What is a Joinder Agreement?
A Joinder Agreement lets new parties formally join an existing contract or legal arrangement in Ireland. It's commonly used when new investors want to participate in a shareholders' agreement, or when additional parties need to sign onto existing business deals or partnership arrangements.
Under Irish company law, these agreements streamline the process of adding new parties to complex transactions without having to redraft the original documents. They ensure all new participants agree to the same terms, rights, and obligations as the original parties - making them especially valuable for investment rounds, corporate restructuring, and commercial partnerships.

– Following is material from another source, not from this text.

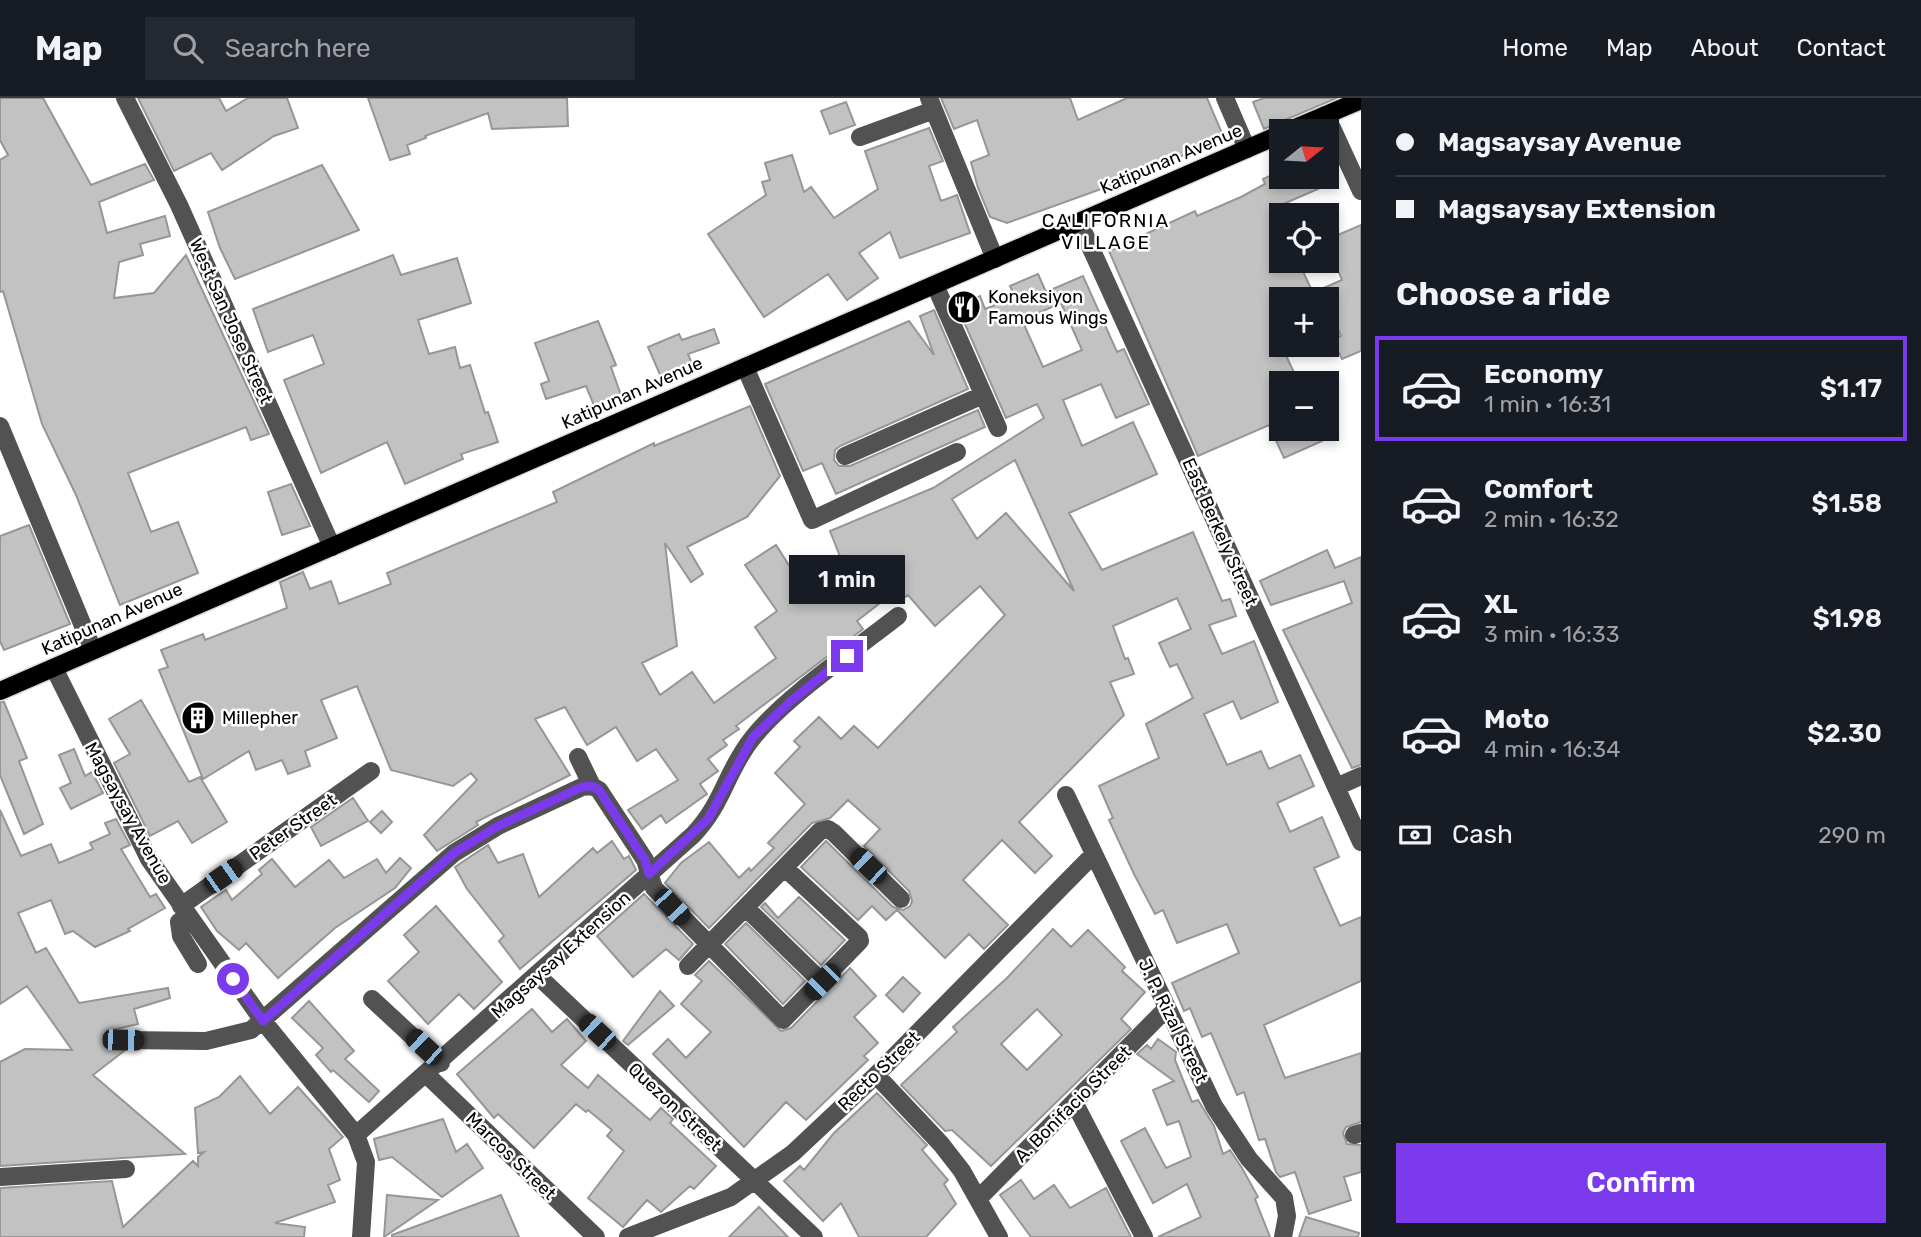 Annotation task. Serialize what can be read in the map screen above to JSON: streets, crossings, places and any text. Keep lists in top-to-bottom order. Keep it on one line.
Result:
{"streets":{"main road":["Katipunan Avenue"],"street":["West San Jose Street","East Berkely Street","Magsaysay Avenue","Peter Street","Magsaysay Extension","J. P. Rizal Street","Recto Street","A. Bonifacio Street","Quezon Street","Marcos Street"]},"crossings":[["Katipunan Avenue","West San Jose Street"],["Katipunan Avenue","East Berkely Street"],["Katipunan Avenue","Magsaysay Avenue"],["Magsaysay Avenue","Peter Street"],["Magsaysay Avenue","Magsaysay Extension"],["Magsaysay Extension","Quezon Street"],["Magsaysay Extension","Marcos Street"],["J. P. Rizal Street","Recto Street"],["J. P. Rizal Street","A. Bonifacio Street"],["Recto Street","Quezon Street"]],"districts":["CALIFORNIA VILLAGE"],"places":{"restaurant":["Koneksiyon Famous Wings"],"building":["Millepher"]},"north":"right","page":{"header":"Map","search":"Search here","nav":["Home","Map","About","Contact"],"banner":["Magsaysay Avenue","Magsaysay Extension"],"map_buttons":["+","−"],"heading":"Choose a ride","list":[{"name":"Economy","note":"1 min · 16:31","value":"$1.17"},{"name":"Comfort","note":"2 min · 16:32","value":"$1.58"},{"name":"XL","note":"3 min · 16:33","value":"$1.98"},{"name":"Moto","note":"4 min · 16:34","value":"$2.30"}],"bubble":"1 min","pay":["Cash","290 m"],"buttons":"Confirm"}}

When should you use a Joinder Agreement?
Use a Joinder Agreement when bringing new parties into an existing contract or business arrangement in Ireland. This comes up frequently during company expansions, when adding new shareholders, or when investment rounds bring in additional stakeholders who need to align with current agreements.
The agreement becomes essential during mergers and acquisitions, joint ventures, or when Irish subsidiaries need to join parent company agreements. It's particularly valuable for fast-growing companies adding multiple investors, as it maintains consistent terms across all parties without the need to renegotiate original contracts.
What are the different types of Joinder Agreement?
- Basic Joinder Agreement: Used for straightforward additions to existing contracts, typically containing only essential consent and acknowledgment provisions
- Investment Joinder Agreement: Specifically structured for new investors joining shareholder agreements, including detailed rights and obligations
- Merger Joinder Agreement: Tailored for corporate combinations, addressing specific post-merger integration requirements under Irish law
- Partnership Joinder Agreement: Designed for adding new partners to existing business partnerships, with profit-sharing and liability provisions
- Subsidiary Joinder Agreement: Created for bringing Irish subsidiaries into parent company agreements, with jurisdiction-specific compliance elements
Who should typically use a Joinder Agreement?
- Corporate Legal Teams: Draft and review Joinder Agreements to ensure compliance with Irish company law and existing contracts
- New Investors: Sign these agreements when joining as shareholders or stakeholders in Irish companies
- Company Directors: Execute agreements on behalf of their organizations when adding new parties to existing arrangements
- Business Partners: Join existing commercial agreements through these documents to formalize their participation
- External Legal Counsel: Advise on structure and terms, especially for complex multi-party transactions or cross-border deals
How do you write a Joinder Agreement?
- Original Agreement Review: Obtain and analyze the complete existing agreement to understand all terms being joined
- Party Details: Gather full legal names, addresses, and registration numbers of all new joining parties
- Existing Obligations: Document current parties' rights and responsibilities that new joiners must accept
- Effective Date: Confirm when the new party's participation begins and any conditions precedent
- Signing Authority: Verify who has proper authorization to execute the agreement for each entity
- Compliance Check: Ensure alignment with Irish company law requirements and original agreement terms
What should be included in a Joinder Agreement?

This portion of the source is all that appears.